D’autre part, Masangu s’est rendu «coupable» de conflits d’intérêts. A titre illustratif, par acte de vente sans date, le liquidateur de l’ex-Nouvelle Banque de Kinshasa (NBK), l’ingénieur Pepo Lebo, avait conclu un contrat de vente de la villa appartenant à cette banque avec Mademoiselle Patricia Masangu Mwamba, représentée par Maître Nicolas Mabeka ne Niku. Cet immeuble se trouve sur la route du Golf n°7480 à Lubumbashi. Prix de vente : 55.000 $ US que l’acheteur, alors étudiante, a payé «cash» au crédit du compte n°05101-0100191501-57 de l’ex-NBK ouvert à la Raw Bank à Kinshasa. Le liquidateur Mupepo Lebo était chargé de liquider l’ex-NBK sur la base de l’ordre de service n°156/04 du 13 octobre 2004 émis par …le gouverneur de la Banque centrale du Congo.

Inutile d’évoquer ce dossier judiciaire encore pendant devant les juridictions belges impliquant la Miba dirigée à l’époque par Jean-Charles Okoto et la BCC dans une affaire de blanchiment et de détournement d’argent. Montant : 80 millions $ US. En quelques mots, en janvier 2003, le Congo démocratique veut acheter des armes auprès des firmes ukrainienne et tchèque. Montant payé : 20 millions $ US via un compte de la Miba à la BCC à Bruxelles. C’est ici que les Nations Unies dénoncent des « mouvements de fonds suspects » à la CTIF (Cellule de traitement des informations financières) qui saisit le parquet de Bruxelles. Le reste de cette rondelette somme prendra une destination connue de Masangu et Okoto.

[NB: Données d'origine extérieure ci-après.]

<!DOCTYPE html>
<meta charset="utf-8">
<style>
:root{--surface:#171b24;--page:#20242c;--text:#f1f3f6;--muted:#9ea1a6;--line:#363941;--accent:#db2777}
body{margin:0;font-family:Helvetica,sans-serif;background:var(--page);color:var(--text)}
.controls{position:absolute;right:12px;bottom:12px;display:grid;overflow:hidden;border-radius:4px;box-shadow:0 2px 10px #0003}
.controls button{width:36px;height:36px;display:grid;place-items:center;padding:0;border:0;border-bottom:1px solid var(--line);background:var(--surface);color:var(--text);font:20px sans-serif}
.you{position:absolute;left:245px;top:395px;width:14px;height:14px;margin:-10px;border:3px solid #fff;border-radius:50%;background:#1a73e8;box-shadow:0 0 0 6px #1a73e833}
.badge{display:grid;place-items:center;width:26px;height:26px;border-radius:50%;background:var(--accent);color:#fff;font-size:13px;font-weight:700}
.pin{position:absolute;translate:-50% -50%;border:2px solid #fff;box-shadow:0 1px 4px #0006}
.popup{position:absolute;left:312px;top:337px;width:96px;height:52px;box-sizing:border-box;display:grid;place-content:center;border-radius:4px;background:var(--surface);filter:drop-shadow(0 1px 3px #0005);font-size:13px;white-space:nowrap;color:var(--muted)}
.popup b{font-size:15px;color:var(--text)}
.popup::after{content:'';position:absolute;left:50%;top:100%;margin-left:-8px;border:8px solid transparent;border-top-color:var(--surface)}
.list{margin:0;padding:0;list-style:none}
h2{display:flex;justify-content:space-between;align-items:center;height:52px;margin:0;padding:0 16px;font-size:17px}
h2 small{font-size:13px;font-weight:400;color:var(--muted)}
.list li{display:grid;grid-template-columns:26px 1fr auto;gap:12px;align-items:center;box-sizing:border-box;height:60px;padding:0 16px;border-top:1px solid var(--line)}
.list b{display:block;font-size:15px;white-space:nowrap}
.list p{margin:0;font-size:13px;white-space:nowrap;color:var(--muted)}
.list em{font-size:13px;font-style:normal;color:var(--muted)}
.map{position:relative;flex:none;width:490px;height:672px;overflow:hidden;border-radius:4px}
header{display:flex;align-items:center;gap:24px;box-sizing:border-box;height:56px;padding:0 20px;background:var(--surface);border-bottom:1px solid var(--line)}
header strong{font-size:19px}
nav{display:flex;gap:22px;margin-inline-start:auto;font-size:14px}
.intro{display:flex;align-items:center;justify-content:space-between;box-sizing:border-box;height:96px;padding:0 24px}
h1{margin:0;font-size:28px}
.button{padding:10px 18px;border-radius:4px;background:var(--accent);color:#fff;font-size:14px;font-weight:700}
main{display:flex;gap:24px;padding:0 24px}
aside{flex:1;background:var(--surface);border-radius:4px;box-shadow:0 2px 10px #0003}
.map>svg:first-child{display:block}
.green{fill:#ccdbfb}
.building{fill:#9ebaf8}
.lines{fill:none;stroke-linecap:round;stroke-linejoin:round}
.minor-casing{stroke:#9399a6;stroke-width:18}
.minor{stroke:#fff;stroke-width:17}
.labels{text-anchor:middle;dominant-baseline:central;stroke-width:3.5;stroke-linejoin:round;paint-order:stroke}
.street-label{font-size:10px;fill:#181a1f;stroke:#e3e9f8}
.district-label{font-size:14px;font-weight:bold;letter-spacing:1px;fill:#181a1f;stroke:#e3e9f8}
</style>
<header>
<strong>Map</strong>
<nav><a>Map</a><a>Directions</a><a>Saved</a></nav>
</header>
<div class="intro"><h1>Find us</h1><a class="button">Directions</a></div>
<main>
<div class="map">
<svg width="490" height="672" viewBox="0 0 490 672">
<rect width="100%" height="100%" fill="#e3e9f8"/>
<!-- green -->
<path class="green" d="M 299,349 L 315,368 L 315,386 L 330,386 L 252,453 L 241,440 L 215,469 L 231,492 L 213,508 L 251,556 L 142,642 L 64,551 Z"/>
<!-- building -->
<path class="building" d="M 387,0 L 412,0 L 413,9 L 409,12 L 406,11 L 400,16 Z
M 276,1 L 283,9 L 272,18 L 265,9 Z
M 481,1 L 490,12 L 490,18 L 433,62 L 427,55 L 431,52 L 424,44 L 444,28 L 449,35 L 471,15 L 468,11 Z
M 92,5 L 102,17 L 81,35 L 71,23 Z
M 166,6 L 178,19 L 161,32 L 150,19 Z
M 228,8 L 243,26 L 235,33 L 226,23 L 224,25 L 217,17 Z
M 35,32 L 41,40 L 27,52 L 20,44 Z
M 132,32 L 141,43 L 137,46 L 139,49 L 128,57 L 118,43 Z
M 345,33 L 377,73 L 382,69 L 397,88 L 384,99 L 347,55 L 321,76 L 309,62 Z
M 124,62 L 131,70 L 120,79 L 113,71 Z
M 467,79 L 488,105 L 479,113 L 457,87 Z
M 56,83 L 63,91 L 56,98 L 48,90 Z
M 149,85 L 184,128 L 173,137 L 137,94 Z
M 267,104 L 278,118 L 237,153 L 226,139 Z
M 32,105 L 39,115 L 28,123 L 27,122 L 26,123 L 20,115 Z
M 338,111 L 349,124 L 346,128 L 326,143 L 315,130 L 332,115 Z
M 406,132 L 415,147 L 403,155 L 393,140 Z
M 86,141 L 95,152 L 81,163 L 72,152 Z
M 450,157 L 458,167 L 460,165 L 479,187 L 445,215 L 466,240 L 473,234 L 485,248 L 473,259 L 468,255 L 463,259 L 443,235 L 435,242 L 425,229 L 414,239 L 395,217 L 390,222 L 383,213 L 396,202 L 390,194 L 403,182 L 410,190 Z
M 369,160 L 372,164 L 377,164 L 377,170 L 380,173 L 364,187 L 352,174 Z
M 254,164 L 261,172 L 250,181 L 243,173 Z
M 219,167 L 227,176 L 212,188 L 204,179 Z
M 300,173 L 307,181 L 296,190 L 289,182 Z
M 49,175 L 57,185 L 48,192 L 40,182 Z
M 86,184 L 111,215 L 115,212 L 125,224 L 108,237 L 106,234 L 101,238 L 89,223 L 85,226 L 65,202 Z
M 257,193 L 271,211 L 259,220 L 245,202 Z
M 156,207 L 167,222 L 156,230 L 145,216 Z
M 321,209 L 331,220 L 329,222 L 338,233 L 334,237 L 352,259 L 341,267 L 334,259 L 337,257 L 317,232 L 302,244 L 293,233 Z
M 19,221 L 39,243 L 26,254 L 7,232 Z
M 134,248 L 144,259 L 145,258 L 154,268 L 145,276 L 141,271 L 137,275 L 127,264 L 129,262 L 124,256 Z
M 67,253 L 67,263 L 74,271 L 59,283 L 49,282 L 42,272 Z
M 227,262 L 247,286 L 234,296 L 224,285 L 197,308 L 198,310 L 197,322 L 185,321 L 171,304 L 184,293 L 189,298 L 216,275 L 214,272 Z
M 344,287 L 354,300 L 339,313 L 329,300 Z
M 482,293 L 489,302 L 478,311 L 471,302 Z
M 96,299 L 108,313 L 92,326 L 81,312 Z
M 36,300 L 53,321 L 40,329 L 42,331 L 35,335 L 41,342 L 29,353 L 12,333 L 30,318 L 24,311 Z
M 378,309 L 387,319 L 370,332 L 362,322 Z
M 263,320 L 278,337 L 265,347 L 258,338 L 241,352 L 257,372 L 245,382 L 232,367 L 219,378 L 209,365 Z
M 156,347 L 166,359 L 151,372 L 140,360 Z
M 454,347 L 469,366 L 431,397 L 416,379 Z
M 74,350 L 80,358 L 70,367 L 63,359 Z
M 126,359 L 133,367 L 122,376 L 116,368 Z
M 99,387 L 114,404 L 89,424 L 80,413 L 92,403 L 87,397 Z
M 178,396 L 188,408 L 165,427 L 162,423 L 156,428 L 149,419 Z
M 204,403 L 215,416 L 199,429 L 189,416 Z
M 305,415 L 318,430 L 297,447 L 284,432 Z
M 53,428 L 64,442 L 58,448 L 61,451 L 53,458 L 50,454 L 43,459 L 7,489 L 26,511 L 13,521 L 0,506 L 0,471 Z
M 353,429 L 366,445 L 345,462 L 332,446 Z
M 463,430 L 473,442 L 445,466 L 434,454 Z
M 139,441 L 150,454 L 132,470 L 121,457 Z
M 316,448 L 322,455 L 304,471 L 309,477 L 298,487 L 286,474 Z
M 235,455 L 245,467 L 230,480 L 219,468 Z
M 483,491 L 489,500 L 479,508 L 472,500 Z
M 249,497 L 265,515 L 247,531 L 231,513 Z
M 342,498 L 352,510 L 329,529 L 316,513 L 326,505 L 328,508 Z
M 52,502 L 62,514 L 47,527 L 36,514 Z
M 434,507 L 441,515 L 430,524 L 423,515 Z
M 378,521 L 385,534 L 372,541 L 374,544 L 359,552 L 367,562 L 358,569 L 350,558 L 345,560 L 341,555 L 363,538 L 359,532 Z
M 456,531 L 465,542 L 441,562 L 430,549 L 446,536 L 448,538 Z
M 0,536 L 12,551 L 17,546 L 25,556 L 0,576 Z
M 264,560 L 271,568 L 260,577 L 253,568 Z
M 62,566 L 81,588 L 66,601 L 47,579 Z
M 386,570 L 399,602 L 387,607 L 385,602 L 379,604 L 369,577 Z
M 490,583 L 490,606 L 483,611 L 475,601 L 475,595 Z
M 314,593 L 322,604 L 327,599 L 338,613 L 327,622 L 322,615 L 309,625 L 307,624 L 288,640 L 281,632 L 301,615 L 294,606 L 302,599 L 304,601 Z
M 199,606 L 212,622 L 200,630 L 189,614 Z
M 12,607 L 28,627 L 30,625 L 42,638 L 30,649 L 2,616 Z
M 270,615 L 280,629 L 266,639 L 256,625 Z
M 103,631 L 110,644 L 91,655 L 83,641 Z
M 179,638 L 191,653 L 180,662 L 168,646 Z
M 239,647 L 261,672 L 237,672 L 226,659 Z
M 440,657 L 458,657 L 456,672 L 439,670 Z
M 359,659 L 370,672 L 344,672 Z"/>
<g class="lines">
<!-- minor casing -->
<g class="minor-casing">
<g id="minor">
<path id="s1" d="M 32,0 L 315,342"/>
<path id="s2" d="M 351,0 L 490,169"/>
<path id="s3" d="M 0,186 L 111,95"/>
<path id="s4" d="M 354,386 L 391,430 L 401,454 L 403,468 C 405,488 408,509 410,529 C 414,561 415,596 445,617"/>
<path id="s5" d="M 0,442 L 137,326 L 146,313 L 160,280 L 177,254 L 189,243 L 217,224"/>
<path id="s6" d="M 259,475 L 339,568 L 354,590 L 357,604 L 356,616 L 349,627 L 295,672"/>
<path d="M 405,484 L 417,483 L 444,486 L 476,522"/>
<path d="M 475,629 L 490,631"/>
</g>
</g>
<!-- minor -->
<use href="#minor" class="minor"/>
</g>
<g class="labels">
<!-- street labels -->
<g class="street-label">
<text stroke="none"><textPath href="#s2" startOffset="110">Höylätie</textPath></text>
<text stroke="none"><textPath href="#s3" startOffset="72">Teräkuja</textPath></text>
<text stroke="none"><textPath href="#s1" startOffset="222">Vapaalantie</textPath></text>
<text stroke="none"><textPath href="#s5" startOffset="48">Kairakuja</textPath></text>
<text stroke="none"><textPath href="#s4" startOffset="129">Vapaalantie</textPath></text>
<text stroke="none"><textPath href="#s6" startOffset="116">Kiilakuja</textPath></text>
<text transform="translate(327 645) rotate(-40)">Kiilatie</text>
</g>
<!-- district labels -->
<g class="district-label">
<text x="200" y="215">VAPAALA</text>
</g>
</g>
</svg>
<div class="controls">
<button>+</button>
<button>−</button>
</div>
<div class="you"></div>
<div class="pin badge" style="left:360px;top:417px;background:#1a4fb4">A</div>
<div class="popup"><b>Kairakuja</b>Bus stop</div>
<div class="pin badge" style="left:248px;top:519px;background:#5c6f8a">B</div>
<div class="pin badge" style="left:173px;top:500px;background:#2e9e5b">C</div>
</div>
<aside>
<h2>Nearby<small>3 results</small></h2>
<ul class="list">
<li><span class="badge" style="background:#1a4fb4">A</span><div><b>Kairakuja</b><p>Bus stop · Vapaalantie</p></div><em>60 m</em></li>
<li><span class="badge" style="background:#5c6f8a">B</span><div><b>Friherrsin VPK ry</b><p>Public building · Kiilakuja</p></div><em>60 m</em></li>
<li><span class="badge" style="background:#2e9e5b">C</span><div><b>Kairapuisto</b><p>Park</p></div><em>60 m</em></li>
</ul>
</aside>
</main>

Rappelons que les Maï Maï Ba Kata Katanga, interrogés par des activistes de la société civile du Katanga, en mars dernier, assurent que le gouverneur JC Masangu était leur «financier». Tandis que John Numbi Banza Tambo leur fournissait des armes. Etrangement, les autorités judiciaires n’ont pas jugé utile d’ouvrir une enquête sur l’enquête des Ong. Le procureur général de la République, Flory Kabange Numbi, est un Mulubakat. «L’objectif poursuivi par des notables balubakat est d’exercer un certain chantage sur «Joseph Kabila», confie un confrère basé à Lubumbashi. En fait, les deux «camps» se tiennent par la barbichette. Qui rira le premier?

Le remplacement d’un Mulubakat par un autre à la BCC vise-t-il à dissimuler les "cadavres" laissés dans les placards au bout des 16 années de gestion solitaire par Masangu? Déogracias Mutombo Mwana Nyembo pourra-t-il réformer la BCC là où Jean-Claude Masangu Mulongo s’est cassé les dents avec un certain "talent"?